*TASK STATEMENT*:
Your answer must be the lines from the first one in the material through the line with "position:absolute; left:21px; top:1901px;", retyped exactly and with no pictures.
* * * * *
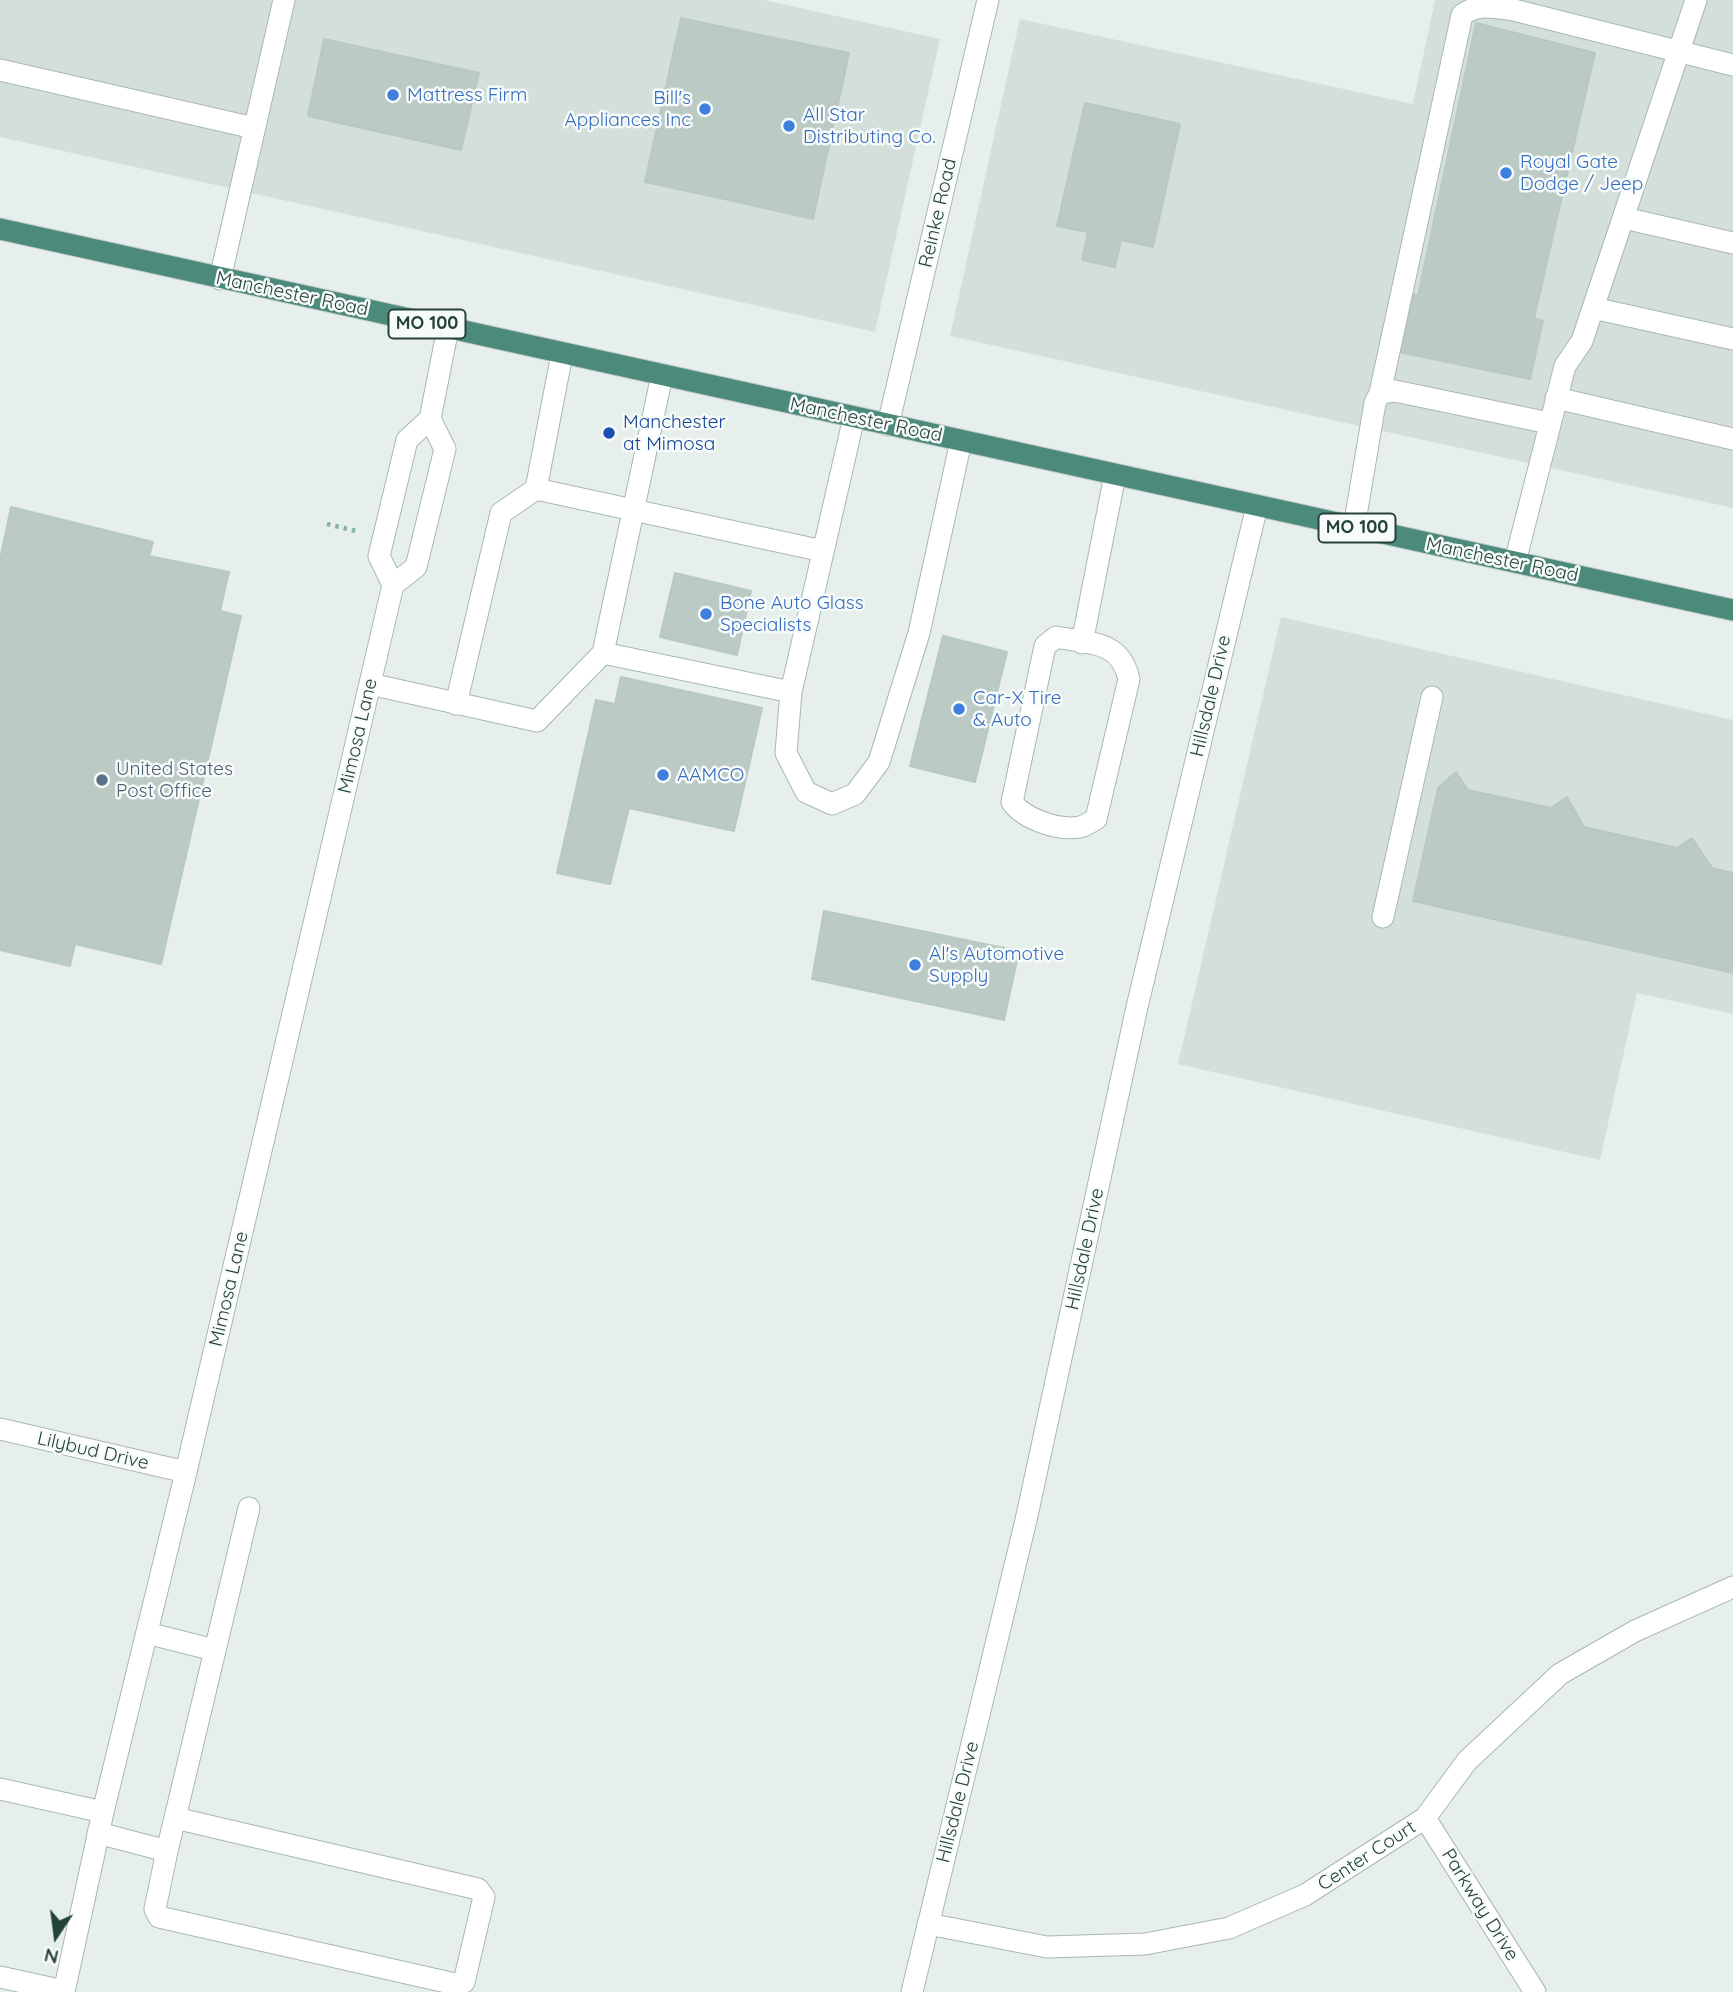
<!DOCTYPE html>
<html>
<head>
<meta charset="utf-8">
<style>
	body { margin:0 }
	#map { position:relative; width:1733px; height:1992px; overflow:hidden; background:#e6efeb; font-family:Quicksand,sans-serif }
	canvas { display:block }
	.north { position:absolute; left:21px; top:1901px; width:70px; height:70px; -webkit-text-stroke:5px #f7fbf9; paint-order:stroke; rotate:193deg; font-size:19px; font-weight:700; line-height:28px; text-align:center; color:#24423a }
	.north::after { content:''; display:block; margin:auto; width:24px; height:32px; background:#24423a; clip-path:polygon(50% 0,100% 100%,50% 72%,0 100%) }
</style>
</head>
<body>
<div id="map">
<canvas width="1733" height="1992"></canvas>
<div class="north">N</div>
</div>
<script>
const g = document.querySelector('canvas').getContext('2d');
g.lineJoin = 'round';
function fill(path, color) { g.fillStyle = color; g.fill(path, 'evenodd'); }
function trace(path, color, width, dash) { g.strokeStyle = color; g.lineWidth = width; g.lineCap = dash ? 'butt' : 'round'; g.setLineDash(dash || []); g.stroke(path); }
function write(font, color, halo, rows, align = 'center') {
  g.font = font + ' Quicksand,sans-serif'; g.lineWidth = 5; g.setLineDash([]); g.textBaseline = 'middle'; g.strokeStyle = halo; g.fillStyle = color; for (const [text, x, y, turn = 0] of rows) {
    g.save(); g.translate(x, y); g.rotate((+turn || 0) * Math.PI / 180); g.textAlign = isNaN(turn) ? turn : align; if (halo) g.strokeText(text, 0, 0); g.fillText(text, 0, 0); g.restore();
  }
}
const built = new Path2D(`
	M0 0H764L940 39 875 332 0 137Z
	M1435 0H1733V508L950 336 1020 19 1413 104Z
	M1281 617 1733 720V1014L1637 993 1600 1160 1178 1064Z`);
const building = new Path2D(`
	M681 18 765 36 729 200 645 182Z
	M1476 23 1595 53 1534 318 1543 321 1530 379 1399 352 1411 293 1418 296Z
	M765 36 849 53 813 219 729 200Z
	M324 39 479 73 461 150 308 116Z
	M1085 103 1180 124 1153 247 1121 240 1115 267 1082 260 1088 232 1057 226Z
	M11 507 153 542 149 556 229 572 220 611 241 616 161 964 75 944 70 966 0 950V560Z
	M675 573 751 591 737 655 660 637Z
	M943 636 1007 652 975 782 910 766Z
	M621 677 762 708 734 831 629 808 610 884 557 873 596 700 615 704Z
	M1456 772 1468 790 1551 808 1567 797 1584 827 1677 848 1692 838 1712 868 1733 873V973L1413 901 1438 788Z
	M824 911 1019 951 1004 1020 812 979Z`);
const path = new Path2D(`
	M327 524 356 531`);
const service = new Path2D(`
	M0 70 254 128
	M1624 218 1733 243
	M220 279 284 0
	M1593 308 1733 339
	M562 354 536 489 823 551
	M662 375 603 653 791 692 854 417
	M1380 393 1395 391 1549 423
	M1556 398 1733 439
	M1354 527 1375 403 1380 393 1462 15C1478 3 1494 7 1514 10L1733 65
	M1515 562 1565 366 1582 341 1696 0
	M1056 637C1091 644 1120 640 1129 679L1096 819C1091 822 1085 826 1080 827 1058 831 1024 819 1012 802L1045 646Z
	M1082 643 1115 475
	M370 684 537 721 603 653
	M791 692 786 753 806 792 832 804 855 794 879 762 919 633 961 441
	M456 704 501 513 536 489
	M1383 917 1432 697
	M147 1633 214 1650
	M175 1818 249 1508
	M98 1833 167 1851 175 1818 478 1889 484 1897 464 1982 455 1984 159 1917 155 1909 167 1851`);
const minor = new Path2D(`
	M393 585 416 567 445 449 430 419
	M0 1429 186 1472
	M0 1789 103 1812
	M1425 1818 1535 1992
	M928 1924 1047 1947 1145 1944 1229 1928 1305 1895 1425 1818 1467 1761 1560 1674 1635 1631 1733 1587
	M0 1977 64 1991
	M64 1992 103 1812 186 1472 393 585 379 556 407 440 430 419 448 328`);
const tertiary = new Path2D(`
	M888 425 988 0
	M912 1992 1026 1520 1137 1007 1257 506`);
const trunk = new Path2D(`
	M0 229 1733 610`);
const markers = [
	[393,95,7,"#3f7fe0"],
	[705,109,7,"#3f7fe0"],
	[789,126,7,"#3f7fe0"],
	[1506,173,7,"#3f7fe0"],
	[609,433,7,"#1a4fb4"],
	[706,614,7,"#3f7fe0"],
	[959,709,7,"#3f7fe0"],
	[663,775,7,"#3f7fe0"],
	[102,780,7,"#5c6f8a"],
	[915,965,7,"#3f7fe0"]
];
const shields = [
	[427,324,77],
	[1357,528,77]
];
const shieldNames = [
	["MO 100",427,324],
	["MO 100",1357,528]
];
const shopNames = [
	["Mattress Firm",407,95],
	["Bill's",691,98,"right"],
	["Appliances Inc",691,120,"right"],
	["All Star",803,115],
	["Distributing Co.",803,137],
	["Royal Gate",1520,162],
	["Dodge / Jeep",1520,184],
	["Bone Auto Glass",720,603],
	["Specialists",720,625],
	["Car-X Tire",973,698],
	["& Auto",973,720],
	["AAMCO",677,775],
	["Al's Automotive",929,954],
	["Supply",929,976]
];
const streetNames = [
	["Reinke Road",938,213,-77],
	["Manchester Road",292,294,12],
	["Manchester Road",866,420,12],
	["Manchester Road",1502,560,12],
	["Hillsdale Drive",1211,696,-77],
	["Mimosa Lane",358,736,-77],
	["Hillsdale Drive",1085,1249,-78],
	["Mimosa Lane",229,1289,-77],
	["Lilybud Drive",93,1451,13],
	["Hillsdale Drive",958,1802,-76],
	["Center Court",1367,1856,-33],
	["Parkway Drive",1480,1905,58]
];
const transitNames = [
	["Manchester",623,422],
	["at Mimosa",623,444]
];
const serviceNames = [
	["United States",116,769],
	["Post Office",116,791]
];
fill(built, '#d4dfda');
fill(building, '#bbcac4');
trace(building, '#b8c9c2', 2);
trace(service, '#a8b8b2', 23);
trace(minor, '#a8b8b2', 23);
trace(tertiary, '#a8b8b2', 23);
trace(trunk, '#c2cac8', 23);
trace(path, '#86b3a5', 4.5, [3.5, 5]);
trace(service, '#fff', 21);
trace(minor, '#fff', 21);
trace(tertiary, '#fff', 21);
trace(trunk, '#4c8a7c', 21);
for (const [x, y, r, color] of markers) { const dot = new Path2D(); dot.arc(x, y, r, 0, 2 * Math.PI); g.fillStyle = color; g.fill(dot); trace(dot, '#f7fbf9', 2.5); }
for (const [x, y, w] of shields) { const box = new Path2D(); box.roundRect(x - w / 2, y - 14.5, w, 29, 5); g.fillStyle = '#f7fbf9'; g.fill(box); trace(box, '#24423a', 2); }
write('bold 18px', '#24423a', null, shieldNames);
write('19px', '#366cbe', '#f7fbf9', shopNames, 'left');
write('19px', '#24423a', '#f7fbf9', streetNames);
write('19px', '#164399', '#f7fbf9', transitNames, 'left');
write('19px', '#4e5e75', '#f7fbf9', serviceNames, 'left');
</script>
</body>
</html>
* * * * *
*RESULT OF THIS TASK*:
<!DOCTYPE html>
<html>
<head>
<meta charset="utf-8">
<style>
	body { margin:0 }
	#map { position:relative; width:1733px; height:1992px; overflow:hidden; background:#e6efeb; font-family:Quicksand,sans-serif }
	canvas { display:block }
	.north { position:absolute; left:21px; top:1901px; width:70px; height:70px; -webkit-text-stroke:5px #f7fbf9; paint-order:stroke; rotate:193deg; font-size:19px; font-weight:700; line-height:28px; text-align:center; color:#24423a }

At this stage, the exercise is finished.